▶ Description of the task
All lines below containing the string "Julius" are to be copied.

* * * * * * *

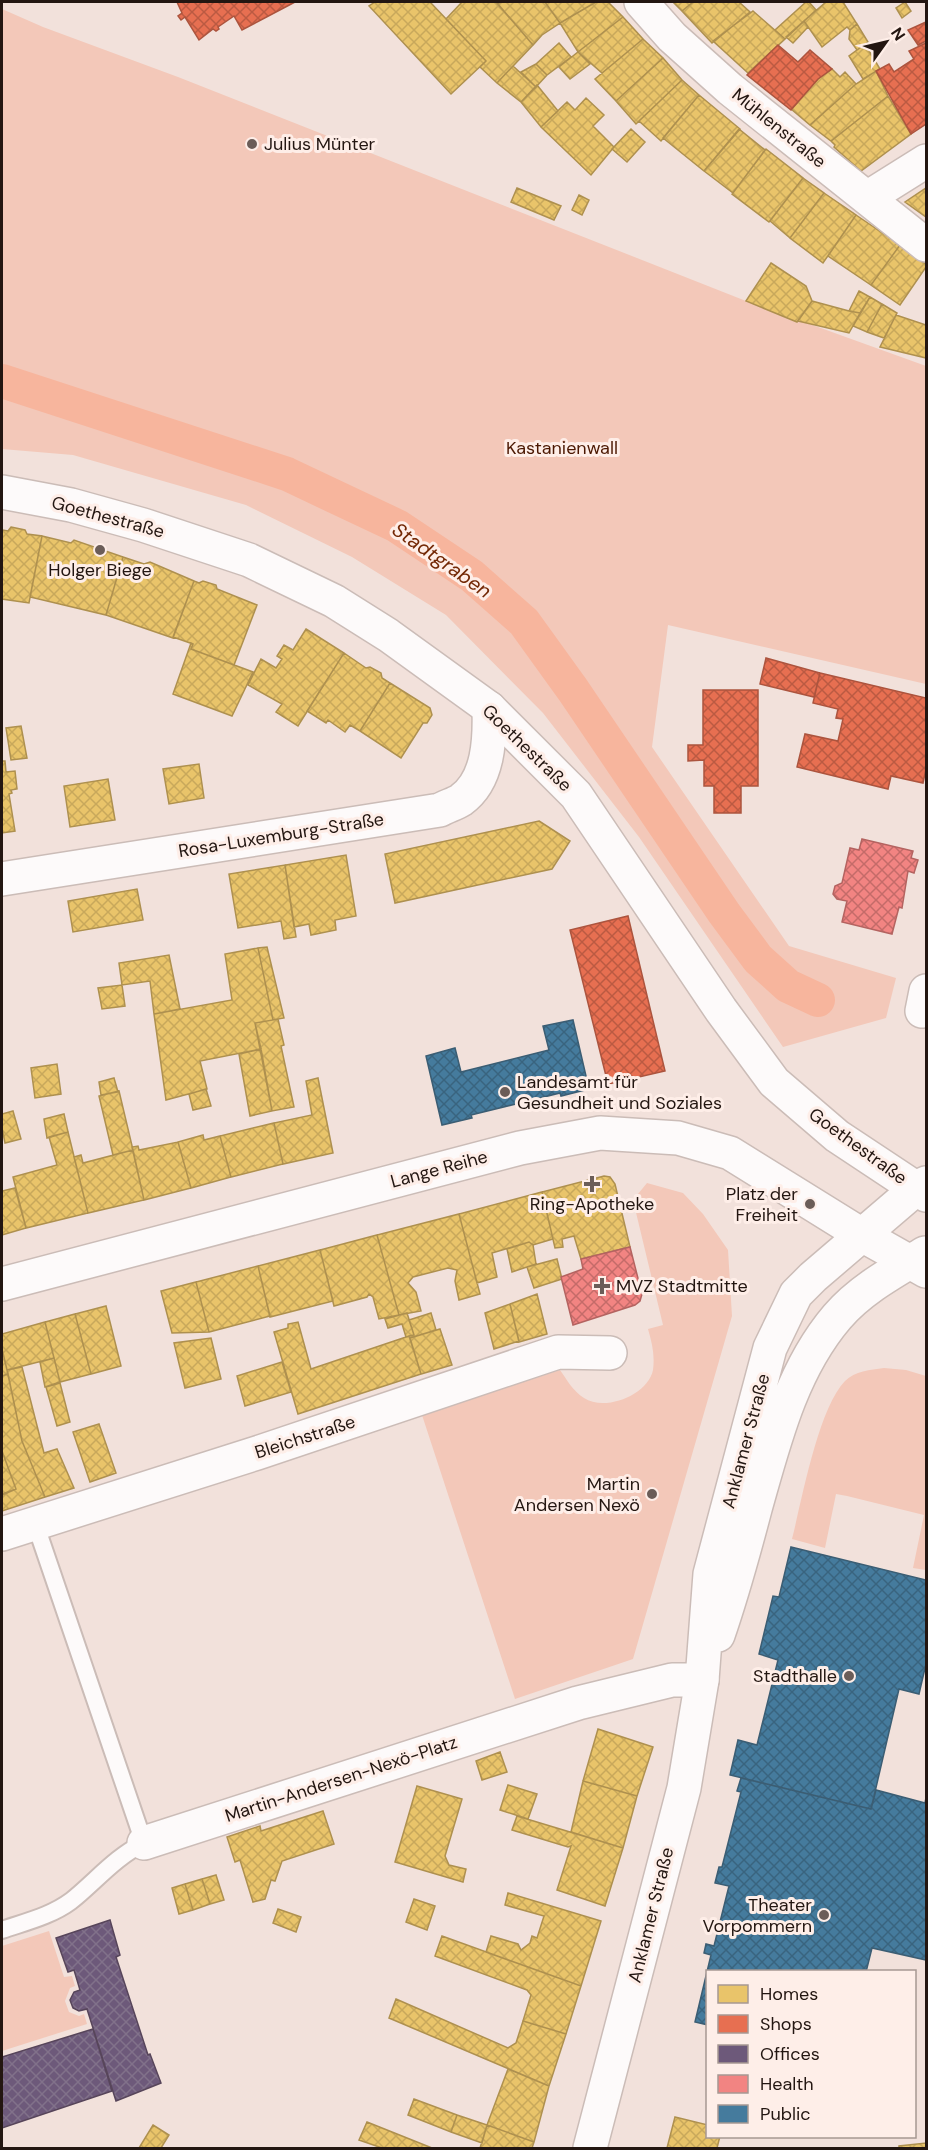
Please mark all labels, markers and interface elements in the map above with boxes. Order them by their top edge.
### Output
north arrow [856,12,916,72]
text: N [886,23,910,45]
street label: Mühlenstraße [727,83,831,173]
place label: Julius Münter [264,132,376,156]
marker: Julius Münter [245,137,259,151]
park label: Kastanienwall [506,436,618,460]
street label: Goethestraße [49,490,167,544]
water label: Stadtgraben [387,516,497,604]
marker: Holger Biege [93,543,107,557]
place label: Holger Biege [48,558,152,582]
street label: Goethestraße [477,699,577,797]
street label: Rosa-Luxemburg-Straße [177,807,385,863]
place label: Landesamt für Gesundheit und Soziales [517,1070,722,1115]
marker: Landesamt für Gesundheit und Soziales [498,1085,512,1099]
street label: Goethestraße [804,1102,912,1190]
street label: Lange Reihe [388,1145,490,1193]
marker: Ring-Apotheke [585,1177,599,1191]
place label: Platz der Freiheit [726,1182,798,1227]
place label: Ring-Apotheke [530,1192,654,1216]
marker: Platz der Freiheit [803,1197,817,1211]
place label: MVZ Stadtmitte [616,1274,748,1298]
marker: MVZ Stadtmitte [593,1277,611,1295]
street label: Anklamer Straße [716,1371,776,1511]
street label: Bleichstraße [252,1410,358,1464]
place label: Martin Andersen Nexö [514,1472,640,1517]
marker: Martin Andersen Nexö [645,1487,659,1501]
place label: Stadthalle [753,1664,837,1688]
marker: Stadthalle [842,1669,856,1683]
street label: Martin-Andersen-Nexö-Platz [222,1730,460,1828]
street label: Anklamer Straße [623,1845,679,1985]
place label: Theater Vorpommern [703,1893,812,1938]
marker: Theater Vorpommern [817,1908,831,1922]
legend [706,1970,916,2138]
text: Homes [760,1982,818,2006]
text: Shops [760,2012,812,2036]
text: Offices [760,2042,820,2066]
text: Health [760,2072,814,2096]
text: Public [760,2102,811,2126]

* * * * * * *

▶ Completed task
place label: Julius Münter [264,132,376,156]
marker: Julius Münter [245,137,259,151]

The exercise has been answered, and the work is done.